Now for the column...
For Catherine Ruth
The Virgin Mary's mother was called "Hannah" in Hebrew, but we know her as "Anne" through the Latin via the Greek. This Hannah and her husband, Joachim, according to old tradition, confirmed since by popes, brought their daughter, Mary, to the temple when she was a girl, to dedicate her to God. The commemoration of this "Presentation of Our Lady" is the feast which the Church celebrates today.
You probably have given the feast no attention whatsoever. Maybe you have thought in the back of your mind, "Oh, Mary was presented in the temple the way Jesus was," and left it at that. But of course there was no ritual presentation of first-born female offspring. If Mary was "presented," and this fact was so important that the Church still commemorates it, what was the reason?
I won't say that the most ancient written document in this tradition filling out the story, The Proto-Evangelium of James, is reliable, yet it certainly is very interesting and worthy of your attention. According to this "apocryphal gospel" and others like it, Hannah was barren and for over twenty years begged God for a child.
One day she went to the garden to walk, sat under a laurel tree, and seeing specifically a sparrow's nest in the tree (see Ps. 84:3), prayed this poignant lament:
Alas! Who begot me? And what womb produced me? . . .
Alas! To what have I been likened? I am not like the fowls of the heaven, because even the fowls of the heaven are productive before You, O Lord.
Alas! To what have I been likened? I am not like the beasts of the earth, because even the beasts of the earth are productive before You, O Lord.
Alas! To what have I been likened? I am not like these waters, because even these waters are productive before You, O Lord.
Alas! To what have I been likened? I am not like this earth, because even the earth brings forth its fruits in season, and blesses You, O Lord.
It is a Laudato si' of fertility. She looks upon every part of nature and sees fecundity there. Yet she herself, by her barrenness, is made an alien, an outcast from this "common home." (Observe how different all this is from our "environmentalism"!)

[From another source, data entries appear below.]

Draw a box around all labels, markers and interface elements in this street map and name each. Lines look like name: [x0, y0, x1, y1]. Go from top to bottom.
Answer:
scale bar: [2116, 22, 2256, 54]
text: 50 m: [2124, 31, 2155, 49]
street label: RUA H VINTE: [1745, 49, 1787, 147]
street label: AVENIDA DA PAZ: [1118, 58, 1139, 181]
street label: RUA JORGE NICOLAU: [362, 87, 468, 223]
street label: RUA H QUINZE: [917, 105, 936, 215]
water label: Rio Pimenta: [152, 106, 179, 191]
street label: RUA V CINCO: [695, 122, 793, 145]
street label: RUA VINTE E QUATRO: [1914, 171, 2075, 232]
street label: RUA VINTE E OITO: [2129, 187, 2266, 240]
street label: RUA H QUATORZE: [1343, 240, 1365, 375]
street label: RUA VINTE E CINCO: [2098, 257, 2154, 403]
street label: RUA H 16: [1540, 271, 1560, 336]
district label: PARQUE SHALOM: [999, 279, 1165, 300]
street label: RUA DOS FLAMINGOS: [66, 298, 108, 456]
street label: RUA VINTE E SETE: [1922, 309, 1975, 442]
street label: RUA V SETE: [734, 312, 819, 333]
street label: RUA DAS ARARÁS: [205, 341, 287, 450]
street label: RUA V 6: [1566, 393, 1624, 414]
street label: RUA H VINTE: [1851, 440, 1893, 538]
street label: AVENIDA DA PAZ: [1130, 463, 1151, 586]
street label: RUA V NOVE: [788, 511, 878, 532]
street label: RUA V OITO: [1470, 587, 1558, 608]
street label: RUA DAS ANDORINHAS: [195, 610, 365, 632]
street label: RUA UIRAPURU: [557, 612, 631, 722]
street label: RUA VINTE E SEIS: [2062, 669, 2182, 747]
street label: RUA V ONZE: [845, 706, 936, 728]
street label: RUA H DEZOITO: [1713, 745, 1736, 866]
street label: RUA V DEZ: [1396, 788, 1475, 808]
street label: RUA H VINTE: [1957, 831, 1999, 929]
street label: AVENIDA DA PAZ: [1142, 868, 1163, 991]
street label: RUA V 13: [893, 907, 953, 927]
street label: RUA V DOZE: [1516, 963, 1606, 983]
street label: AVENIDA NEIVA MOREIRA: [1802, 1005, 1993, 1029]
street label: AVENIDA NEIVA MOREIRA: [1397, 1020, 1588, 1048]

Then an angel appears to her, tells her that she will conceive - which Hannah believes and accepts immediately - and in response she echoes the words of her namesake: "As the Lord my God lives, if I beget either male or female, I will bring it as a gift to the Lord my God; and it shall minister to Him in holy things all the days of its life." (See 1 Samuel 1:11. Note that in Greek infants and young children are referred to with the neuter, "it.")
The Proto-Evangelium is typically quite earthy but about Mary's conception it comments with beautiful simplicity, as regards the father after he came in from tending his flocks: "And Joachim rested the first day in his house." The husband rested in his house and became a father.
After Hannah gives birth, she asks the midwife "What have I brought forth?" The midwife tells her, "A girl." Without any sign of disappointment Hannah, taking up the child, looks at her and exclaims, "My soul has been magnified this day!" And, whatever the worth of this account, it's completely plausible that Hannah knew and later repeated her namesake's song (1 Samuel 2:1-10), and that Mary's Magnificat is her own appropriation of her mother's song.
The tradition continues that Joachim and Hannah wai...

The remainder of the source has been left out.